Excerpts from a dataset
[Start of Attachment]

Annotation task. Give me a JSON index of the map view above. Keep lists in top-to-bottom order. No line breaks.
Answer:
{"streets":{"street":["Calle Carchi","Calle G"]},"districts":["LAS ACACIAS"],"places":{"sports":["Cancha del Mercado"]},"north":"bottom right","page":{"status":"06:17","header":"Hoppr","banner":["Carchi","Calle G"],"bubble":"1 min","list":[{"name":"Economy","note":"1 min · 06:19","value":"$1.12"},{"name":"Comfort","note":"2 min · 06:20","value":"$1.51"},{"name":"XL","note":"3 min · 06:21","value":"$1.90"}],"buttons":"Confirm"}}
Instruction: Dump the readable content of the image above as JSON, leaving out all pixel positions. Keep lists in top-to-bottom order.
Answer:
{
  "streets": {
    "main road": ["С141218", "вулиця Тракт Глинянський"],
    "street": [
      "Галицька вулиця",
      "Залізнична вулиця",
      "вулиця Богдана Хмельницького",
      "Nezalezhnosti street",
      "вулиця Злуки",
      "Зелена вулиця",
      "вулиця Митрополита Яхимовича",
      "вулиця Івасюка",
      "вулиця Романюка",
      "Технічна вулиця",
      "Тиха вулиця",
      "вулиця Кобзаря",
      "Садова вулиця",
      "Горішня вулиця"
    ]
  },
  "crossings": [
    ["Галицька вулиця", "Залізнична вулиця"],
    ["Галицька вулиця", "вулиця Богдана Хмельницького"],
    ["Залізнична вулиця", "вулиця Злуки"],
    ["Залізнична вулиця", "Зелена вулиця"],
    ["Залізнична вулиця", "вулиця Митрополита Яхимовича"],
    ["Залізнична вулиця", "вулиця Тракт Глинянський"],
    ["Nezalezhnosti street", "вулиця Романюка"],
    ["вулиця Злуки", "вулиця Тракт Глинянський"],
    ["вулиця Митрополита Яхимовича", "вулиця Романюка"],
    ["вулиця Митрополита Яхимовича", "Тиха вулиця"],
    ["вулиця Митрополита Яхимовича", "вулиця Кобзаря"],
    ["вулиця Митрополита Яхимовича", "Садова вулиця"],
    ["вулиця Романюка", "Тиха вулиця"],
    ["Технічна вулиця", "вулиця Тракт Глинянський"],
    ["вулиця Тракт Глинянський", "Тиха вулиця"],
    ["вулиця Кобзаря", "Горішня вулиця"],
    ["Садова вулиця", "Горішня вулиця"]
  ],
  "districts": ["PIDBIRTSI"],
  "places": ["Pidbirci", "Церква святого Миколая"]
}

[End of Attachment]

Required work: Copy the entries exactly as they appear.

Finished exercise:
Annotation task. Give me a JSON index of the map view above. Keep lists in top-to-bottom order. No line breaks.
Answer:
{"streets":{"street":["Calle Carchi","Calle G"]},"districts":["LAS ACACIAS"],"places":{"sports":["Cancha del Mercado"]},"north":"bottom right","page":{"status":"06:17","header":"Hoppr","banner":["Carchi","Calle G"],"bubble":"1 min","list":[{"name":"Economy","note":"1 min · 06:19","value":"$1.12"},{"name":"Comfort","note":"2 min · 06:20","value":"$1.51"},{"name":"XL","note":"3 min · 06:21","value":"$1.90"}],"buttons":"Confirm"}}
Instruction: Dump the readable content of the image above as JSON, leaving out all pixel positions. Keep lists in top-to-bottom order.
Answer:
{
  "streets": {
    "main road": ["С141218", "вулиця Тракт Глинянський"],
    "street": [
      "Галицька вулиця",
      "Залізнична вулиця",
      "вулиця Богдана Хмельницького",
      "Nezalezhnosti street",
      "вулиця Злуки",
      "Зелена вулиця",
      "вулиця Митрополита Яхимовича",
      "вулиця Івасюка",
      "вулиця Романюка",
      "Технічна вулиця",
      "Тиха вулиця",
      "вулиця Кобзаря",
      "Садова вулиця",
      "Горішня вулиця"
    ]
  },
  "crossings": [
    ["Галицька вулиця", "Залізнична вулиця"],
    ["Галицька вулиця", "вулиця Богдана Хмельницького"],
    ["Залізнична вулиця", "вулиця Злуки"],
    ["Залізнична вулиця", "Зелена вулиця"],
    ["Залізнична вулиця", "вулиця Митрополита Яхимовича"],
    ["Залізнична вулиця", "вулиця Тракт Глинянський"],
    ["Nezalezhnosti street", "вулиця Романюка"],
    ["вулиця Злуки", "вулиця Тракт Глинянський"],
    ["вулиця Митрополита Яхимовича", "вулиця Романюка"],
    ["вулиця Митрополита Яхимовича", "Тиха вулиця"],
    ["вулиця Митрополита Яхимовича", "вулиця Кобзаря"],
    ["вулиця Митрополита Яхимовича", "Садова вулиця"],
    ["вулиця Романюка", "Тиха вулиця"],
    ["Технічна вулиця", "вулиця Тракт Глинянський"],
    ["вулиця Тракт Глинянський", "Тиха вулиця"],
    ["вулиця Кобзаря", "Горішня вулиця"],
    ["Садова вулиця", "Горішня вулиця"]
  ],
  "districts": ["PIDBIRTSI"],
  "places": ["Pidbirci", "Церква святого Миколая"]
}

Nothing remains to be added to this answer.